* _Exercise objective_: The required answer is an exact copy of every line from the beginning of the entries through the line with "position:absolute; translate:-50% -42px;", with all pictures omitted.

Extracted data entries:
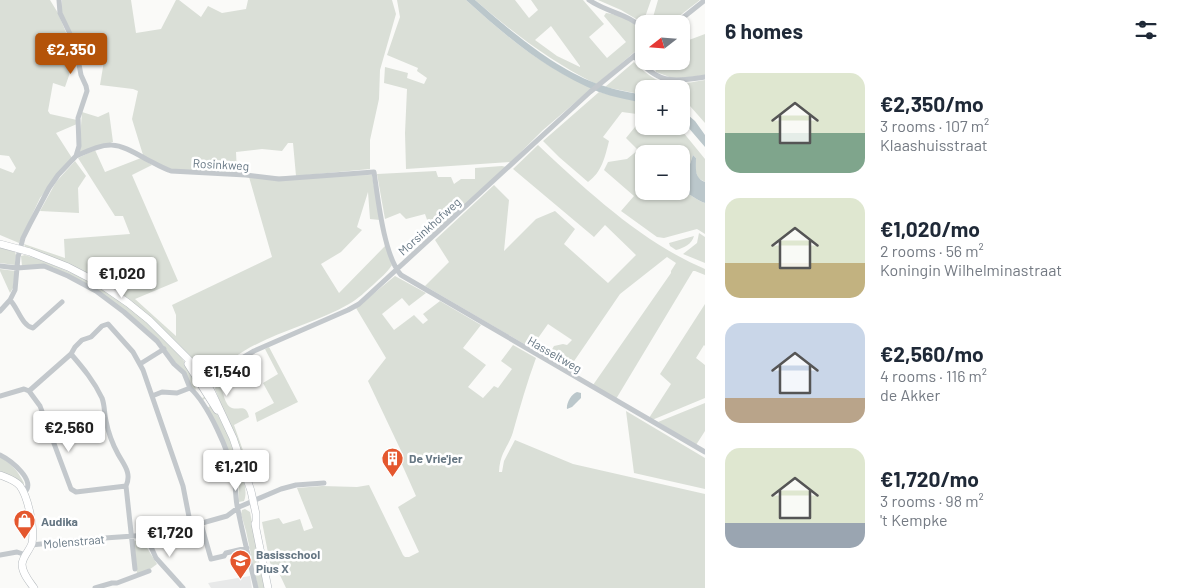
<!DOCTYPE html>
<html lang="en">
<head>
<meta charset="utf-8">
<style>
  body { margin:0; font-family:Barlow,sans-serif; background:#f2f2f3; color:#1f2937; height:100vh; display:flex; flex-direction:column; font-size:19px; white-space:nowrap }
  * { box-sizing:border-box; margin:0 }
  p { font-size:16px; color:#747a83 }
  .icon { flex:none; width:28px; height:28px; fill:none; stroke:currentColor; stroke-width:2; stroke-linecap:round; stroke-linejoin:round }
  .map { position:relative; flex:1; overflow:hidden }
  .sheet { display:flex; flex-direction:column; background:#fff; width:475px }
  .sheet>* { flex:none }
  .needle { width:32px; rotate:253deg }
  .fabs { position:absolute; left:635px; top:15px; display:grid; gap:10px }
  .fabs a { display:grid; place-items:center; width:55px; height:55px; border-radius:10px; background:#fff; box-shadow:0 1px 4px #0004; font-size:25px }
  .price { position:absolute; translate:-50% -42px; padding:0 11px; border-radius:5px; background:#fff; color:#222; font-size:16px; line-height:32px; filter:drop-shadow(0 1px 2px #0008) }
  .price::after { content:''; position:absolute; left:50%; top:30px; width:15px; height:11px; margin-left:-8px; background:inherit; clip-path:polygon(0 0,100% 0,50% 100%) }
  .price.current { background:#b45309; color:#fff }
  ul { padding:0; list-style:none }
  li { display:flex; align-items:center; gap:15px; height:125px; padding:0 20px }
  li span { display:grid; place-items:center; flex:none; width:140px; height:100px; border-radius:15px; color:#555 }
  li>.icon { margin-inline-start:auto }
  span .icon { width:60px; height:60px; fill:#fffc; stroke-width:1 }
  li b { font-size:21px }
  h2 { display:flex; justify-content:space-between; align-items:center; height:60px; padding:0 20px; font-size:21px }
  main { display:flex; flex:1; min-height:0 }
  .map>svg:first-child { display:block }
  .built { fill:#e8e9e9 }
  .green { fill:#dadfd7; fill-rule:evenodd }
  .water { fill:#bbc7cb }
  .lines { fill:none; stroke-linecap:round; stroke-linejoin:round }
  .major-casing { stroke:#b5babe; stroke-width:8 }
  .minor { stroke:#c3c8cc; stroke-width:5 }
  .major { stroke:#fff; stroke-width:7 }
  .labels { text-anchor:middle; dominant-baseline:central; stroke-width:5; stroke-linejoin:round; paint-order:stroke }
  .street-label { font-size:12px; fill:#657683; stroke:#fff }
  .poi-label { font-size:12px; font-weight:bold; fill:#657683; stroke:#fff; text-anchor:start }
</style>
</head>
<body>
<main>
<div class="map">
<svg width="705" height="588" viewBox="0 0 705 588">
  <rect width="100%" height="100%" fill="#fafaf8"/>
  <!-- built -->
  <path class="built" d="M250 576 252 588H211L208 583Z"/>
  <!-- green -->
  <path class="green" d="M0 0H50L58 13 77 59 73 64 65 87 53 83 48 111 50 114 77 120V124L56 133 72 158 40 198 19 243 0 235V168L13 173 16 168 9 156 0 155Z
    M62 0H131L136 33 161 29 176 0H179L201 17 208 6 222 13 246 9 248 0H392L396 14 380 70 379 99 370 140V169L296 176 293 143H288L282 151 262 149 236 152 237 173 175 170 162 167 143 155 132 119 138 91 133 89 100 85 105 55 92 56 91 51 79 53 61 11Z
    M397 0H466C507 37 541 66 592 88L543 130 511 162 406 169 405 133 407 89 384 83 385 67 408 73 407 78 424 84 427 78 417 71 418 68 387 55 400 17Z
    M475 0H515L529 18 538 10 531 0H583L604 24 589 37 607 58 626 42 604 16 606 13C624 16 644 24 644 44L597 84 594 83C550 61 512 32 475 0ZM551 26 580 66V67L557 56 535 40Z
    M598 0H651L643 23 621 10Z
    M658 0H700L669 24H651Z
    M705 34V75L675 79 656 72 655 68 645 61H681V43Z
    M634 62C661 88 669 86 705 80V123L690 106 681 100V89H644V95L605 87Z
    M599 92 644 103V115L622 112 603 137 609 141C605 157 602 172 588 182L559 157 543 141Z
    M82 112 98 117 109 112 113 142 79 153Z
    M644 116V126H678L705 159V182L698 178 695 169 696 158 693 155 688 170 682 174 681 154H644V191H681C690 193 696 200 705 203V234L697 229 664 238 657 237 621 211 634 196 604 170 608 162 627 159 638 150 626 138Z
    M538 145C587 191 643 243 705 269V275L695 271H693L616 399 593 385 671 273V271L676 263 667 257 620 294 568 370 547 358 554 346 563 344 567 345 572 340 548 324 531 348 425 286 449 262 435 240 494 185 509 200 504 251 536 219 555 211 575 229 564 244 608 283 636 255 605 225 594 237 513 169Z
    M95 150 105 172 141 158 152 165 132 175 178 281 135 299 176 336V315L172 305 272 257 249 177 372 175 380 220 370 219 368 192 357 227 362 230 341 252 321 264 339 293 386 245 392 265C387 273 380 278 373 285 366 291 358 299 349 304 306 329 248 336 214 376L207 377 130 301 26 249 24 244 65 258 64 239 130 234 123 216H115L78 158ZM142 261 145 268 103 278 93 272Z
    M75 161 86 176 78 188 79 213 40 211 56 182Z
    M502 166 506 167 423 242 431 231 425 214 406 219 400 213 385 219 377 174 436 171 438 177H451L454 184 461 179H475V168Z
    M699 233 705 237V263L683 254 697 243Z
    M694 236C692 244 684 248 676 250L670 246 669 243Z
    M0 248 15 252 16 255 15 265 0 263Z
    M25 255C79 272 125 299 165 339 180 355 193 369 196 390L191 387 186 374 174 361 162 344 150 332 124 310 53 267 22 266 21 256Z
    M0 269 15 271 13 288 10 293 0 271Z
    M395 276 426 293 409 306 402 298 382 314 394 330 414 315 423 324 428 320 423 314 440 301 481 325 463 348 486 365 468 387 483 398 494 386 498 388 512 369 501 361 513 345 536 358C527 382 520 407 513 432 508 448 500 452 499 472H502L504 461 515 440 573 464 705 494V588H286L279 573 270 563 262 522 279 518 283 524 300 519 304 531 313 528 297 488 322 486 357 487 369 485 403 555 405 557H409L419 552 398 507 416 496 400 460 403 455 368 381 386 358 356 308Z
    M705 304V346L704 345 696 358 705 365V398L652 420 649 418 671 384 660 374Z
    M269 347 298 402 257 422 255 413 274 403 263 383 278 374 265 349Z
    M250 357 257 370C247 367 241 369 233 374L234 379 222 386 219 380 233 367Z
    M216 383C225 388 222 400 230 407 237 412 246 402 249 417L234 425 251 473 247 474 242 458 215 389Z
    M207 396C219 415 253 481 244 501L239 502 238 501 239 488 236 478 207 408 210 406 206 398 203 400 202 398Z
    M705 403V431L696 445 658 422Z
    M626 411 705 458V489L634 473Z
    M0 457C11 463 18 471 24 483L23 485 0 473Z
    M245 509 250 512 265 588H258L246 531 241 514 242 510Z
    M132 540 144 543 157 564 149 570 137 574Z"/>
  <!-- water -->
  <path class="water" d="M466 0H475C508 29 554 68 595 83 611 89 627 92 644 95V103C629 100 613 97 599 92 547 71 507 37 466 0Z
    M681 109 695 121 705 135V147L681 119Z
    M693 155 696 158C696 168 694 178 705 182V203C696 200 690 193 681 191V173L688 170Z
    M577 392 581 393V398L572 407 567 409C566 404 571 394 577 392Z"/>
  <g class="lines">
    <defs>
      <path id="major" d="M0 244 30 252 68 267 99 283 128 303 149 320 192 363 211 391 233 438 251 491 256 514V528
        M188 364 217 410
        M0 475C7 478 15 480 20 486 28 497 35 529 32 543 30 550 23 556 22 564 22 573 29 581 34 588
        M255 524 268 588"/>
    </defs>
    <!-- major casing -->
    <use href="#major" class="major-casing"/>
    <!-- minor -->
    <path class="minor" d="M589 0C606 12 629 14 644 29
      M675 24 705 0
      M634 56C659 84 670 82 705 77
      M76 156C109 141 115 141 146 159 154 163 162 168 171 171L246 175 279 179 374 172C378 199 384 256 401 275L705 452
      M0 266 17 268 44 266 68 276 96 291 124 312 157 341 174 364 184 373 190 388
      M10 300C18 308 22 326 33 328L62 302
      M0 311 10 300 15 290 18 257 23 238 30 224 49 188 58 175 76 156 79 146 78 118 87 91 86 86 81 75 77 54 72 38 60 13 59 0
      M71 354C83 368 94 381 102 398 105 406 104 413 106 421 108 431 113 445 118 454 124 465 132 473 126 486L135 569
      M140 364 164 349
      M205 386 213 382 215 378 232 364 254 351 348 310 359 304 590 92 644 48
      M29 391 40 406 71 489 76 492 126 486
      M0 396 24 389 29 391 71 354 75 347 82 340 91 337 102 326 108 324 133 352 143 370 183 486 191 527
      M152 396 162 392 177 393 190 388C208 404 229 451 234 476 236 487 235 499 238 510 243 536 250 562 256 588
      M0 455C10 460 38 481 24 493
      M201 524 211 559 224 556 226 553 247 548
      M146 536 156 558 183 588
      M31 545 90 539 163 534 227 516 239 507 281 489 296 485 324 483
      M0 555 17 552 26 555
      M95 588 112 583H117L149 571"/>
    <!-- major -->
    <use href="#major" class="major"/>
  </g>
  <!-- icons -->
  <defs>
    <symbol id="building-pin" viewBox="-11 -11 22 30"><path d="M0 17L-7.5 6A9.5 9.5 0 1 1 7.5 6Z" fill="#e4572e" stroke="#fff"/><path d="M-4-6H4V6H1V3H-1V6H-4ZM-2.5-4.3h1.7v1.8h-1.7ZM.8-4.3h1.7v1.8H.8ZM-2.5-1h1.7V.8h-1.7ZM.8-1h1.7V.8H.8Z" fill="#fff"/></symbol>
    <symbol id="shop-pin" viewBox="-11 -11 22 30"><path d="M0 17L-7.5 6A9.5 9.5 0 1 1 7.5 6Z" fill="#e4572e" stroke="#fff"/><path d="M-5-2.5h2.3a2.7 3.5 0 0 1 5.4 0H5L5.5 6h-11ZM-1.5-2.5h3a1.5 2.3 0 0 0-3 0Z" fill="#fff"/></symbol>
    <symbol id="school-pin" viewBox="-11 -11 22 30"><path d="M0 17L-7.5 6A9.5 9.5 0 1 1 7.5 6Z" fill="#e4572e" stroke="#fff"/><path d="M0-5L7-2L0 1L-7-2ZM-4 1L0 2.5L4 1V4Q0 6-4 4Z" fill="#fff"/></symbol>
  </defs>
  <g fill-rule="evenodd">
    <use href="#building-pin" x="380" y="446" width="25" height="34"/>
    <use href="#shop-pin" x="12" y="508" width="25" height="34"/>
    <use href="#school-pin" x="228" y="548" width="25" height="34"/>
  </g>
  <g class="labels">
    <!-- street labels -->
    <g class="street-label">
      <text transform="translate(221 164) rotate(3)">Rosinkweg</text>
      <text transform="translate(429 226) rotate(-42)">Morsinkhofweg</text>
      <text transform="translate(555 354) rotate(30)">Hasseltweg</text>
      <text transform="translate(74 541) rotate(-5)">Molenstraat</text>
    </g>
    <!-- poi labels -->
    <g class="poi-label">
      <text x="409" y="458">De Vrie'jer</text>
      <text x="41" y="521">Audika</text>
      <text x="256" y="554">Basisschool<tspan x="256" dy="14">Pius X</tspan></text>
    </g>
  </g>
</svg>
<div class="fabs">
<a><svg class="needle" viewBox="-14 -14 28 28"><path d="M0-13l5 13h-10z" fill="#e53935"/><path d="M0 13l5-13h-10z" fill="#747a83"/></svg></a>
<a>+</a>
<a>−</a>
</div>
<b class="price current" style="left:71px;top:75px">€2,350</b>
<b class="price" style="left:122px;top:299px">€1,020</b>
<b class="price" style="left:227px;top:397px">€1,540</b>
<b class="price" style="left:69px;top:453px">€2,560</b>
<b class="price" style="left:236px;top:492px">€1,210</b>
<b class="price" style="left:170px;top:558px">€1,720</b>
</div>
<section class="sheet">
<h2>6 homes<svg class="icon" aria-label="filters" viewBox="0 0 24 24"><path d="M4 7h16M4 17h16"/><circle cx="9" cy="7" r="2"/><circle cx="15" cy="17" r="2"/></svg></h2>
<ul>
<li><span style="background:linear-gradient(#dfe7d0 60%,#7fa58c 0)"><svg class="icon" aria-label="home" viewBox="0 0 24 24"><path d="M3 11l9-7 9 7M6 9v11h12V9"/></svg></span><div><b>€2,350/mo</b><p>3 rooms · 107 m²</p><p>Klaashuisstraat</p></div></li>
<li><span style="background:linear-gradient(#dfe7d0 65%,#c2b280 0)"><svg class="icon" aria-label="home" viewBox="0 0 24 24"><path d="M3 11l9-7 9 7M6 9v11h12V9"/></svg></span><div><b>€1,020/mo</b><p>2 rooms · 56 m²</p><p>Koningin Wilhelminastraat</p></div></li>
<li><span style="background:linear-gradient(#c9d6e8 75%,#b9a48a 0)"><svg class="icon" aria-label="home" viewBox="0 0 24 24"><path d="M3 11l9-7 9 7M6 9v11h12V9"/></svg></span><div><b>€2,560/mo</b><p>4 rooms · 116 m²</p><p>de Akker</p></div></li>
<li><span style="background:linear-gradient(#dfe7d0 75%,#9aa5b1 0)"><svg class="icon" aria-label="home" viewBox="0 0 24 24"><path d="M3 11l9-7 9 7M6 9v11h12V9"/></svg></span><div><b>€1,720/mo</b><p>3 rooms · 98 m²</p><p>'t Kempke</p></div></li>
</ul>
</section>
</main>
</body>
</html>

* _Exercise result_:
<!DOCTYPE html>
<html lang="en">
<head>
<meta charset="utf-8">
<style>
  body { margin:0; font-family:Barlow,sans-serif; background:#f2f2f3; color:#1f2937; height:100vh; display:flex; flex-direction:column; font-size:19px; white-space:nowrap }
  * { box-sizing:border-box; margin:0 }
  p { font-size:16px; color:#747a83 }
  .icon { flex:none; width:28px; height:28px; fill:none; stroke:currentColor; stroke-width:2; stroke-linecap:round; stroke-linejoin:round }
  .map { position:relative; flex:1; overflow:hidden }
  .sheet { display:flex; flex-direction:column; background:#fff; width:475px }
  .sheet>* { flex:none }
  .needle { width:32px; rotate:253deg }
  .fabs { position:absolute; left:635px; top:15px; display:grid; gap:10px }
  .fabs a { display:grid; place-items:center; width:55px; height:55px; border-radius:10px; background:#fff; box-shadow:0 1px 4px #0004; font-size:25px }
  .price { position:absolute; translate:-50% -42px; padding:0 11px; border-radius:5px; background:#fff; color:#222; font-size:16px; line-height:32px; filter:drop-shadow(0 1px 2px #0008) }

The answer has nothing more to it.